Can't really be sure if this made or will make a difference in performance or fuel economy. Maybe the throttle will turn a little easier as I've removed some of the gummy material from the pivot points, so that actuator won't have to work too hard to reposition the throttle.  Since a spring pushes the throttle closed, that won't have to work as hard when closing the throttle.

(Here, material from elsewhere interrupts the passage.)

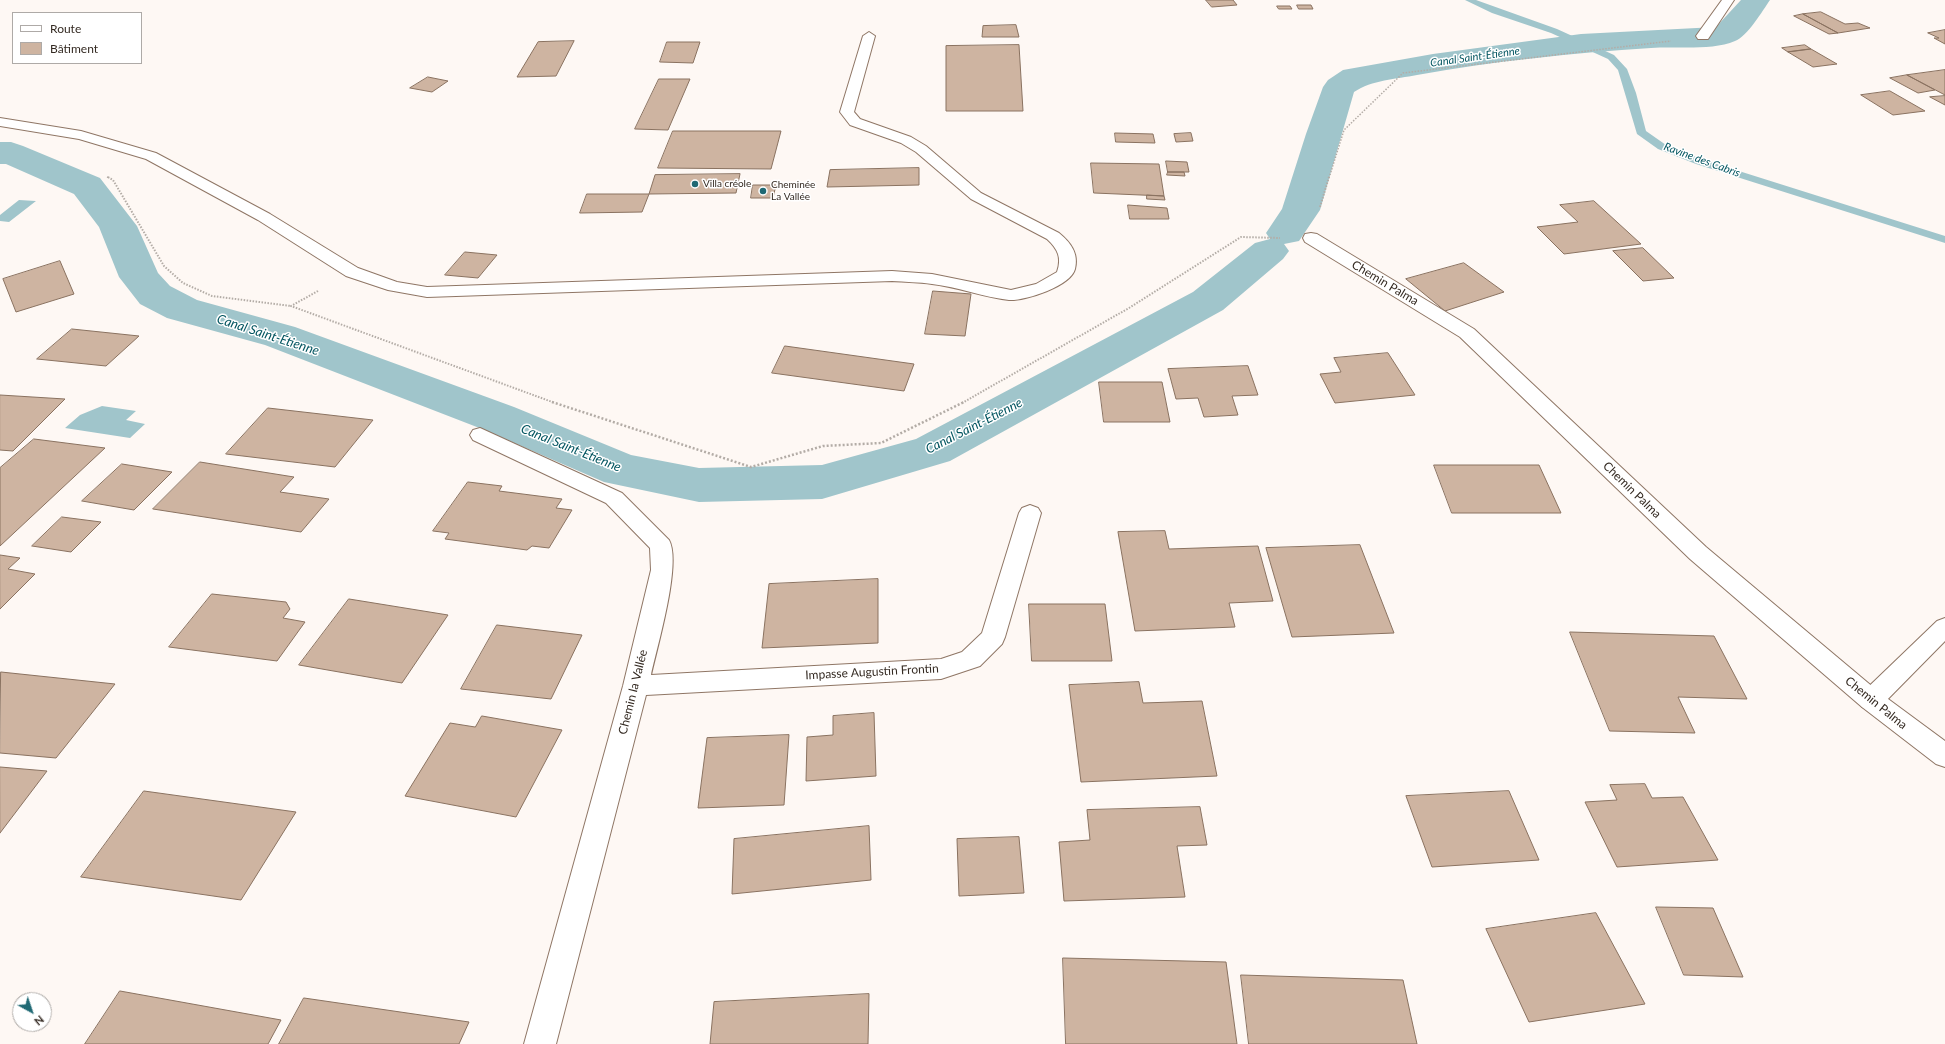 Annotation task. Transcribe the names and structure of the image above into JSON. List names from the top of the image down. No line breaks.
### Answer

2006 freestyle intake manifold dirty
Rest of intake dirty...
What was still very dirty was the intake itself.  I tried to clean this a little with just a rag, but I think, like the throttle body itself, removal first would yield the best results. Just inside the intake was a sensor, I didn't want to contaminate that with cleaner that could cause damage.


 

 Two observations worthy of note

  1. This is a "throttle by wire" car
    A set of electrical wires controls the throttle, there's a servo in the throttle housing to create the force to overcome the spring and open the flap to increase air flow. No mechanical connection between the driver and the device feeding air to the engine. I would bet the engine management software decides how much to open the throttle, the position of the accelerator pedal being just one of the factors in the decision-making algorithm.
  2. The spring-action of the throttle will result in closure by default
    This is design for graceful failure, I would guess.  The mechanical spring will force the throttle closed by default, so if the actuator in the throttle fails, the lack of air will result in the engine stalling, which seems to be the safest of alternatives.  A neat, fail-safe, design.
I'm not sure how to assess a cost, as I already had the cleaning chemicals on hand and I'm not sure how to account for few paper towels.  For tracking purposes, let's say the cost approximated zero.  RepairPal says this would cost about $200, labor being the biggest factor in the price. This was an easy job, something to consider tackling on your own and saving those two Benjamins for something else.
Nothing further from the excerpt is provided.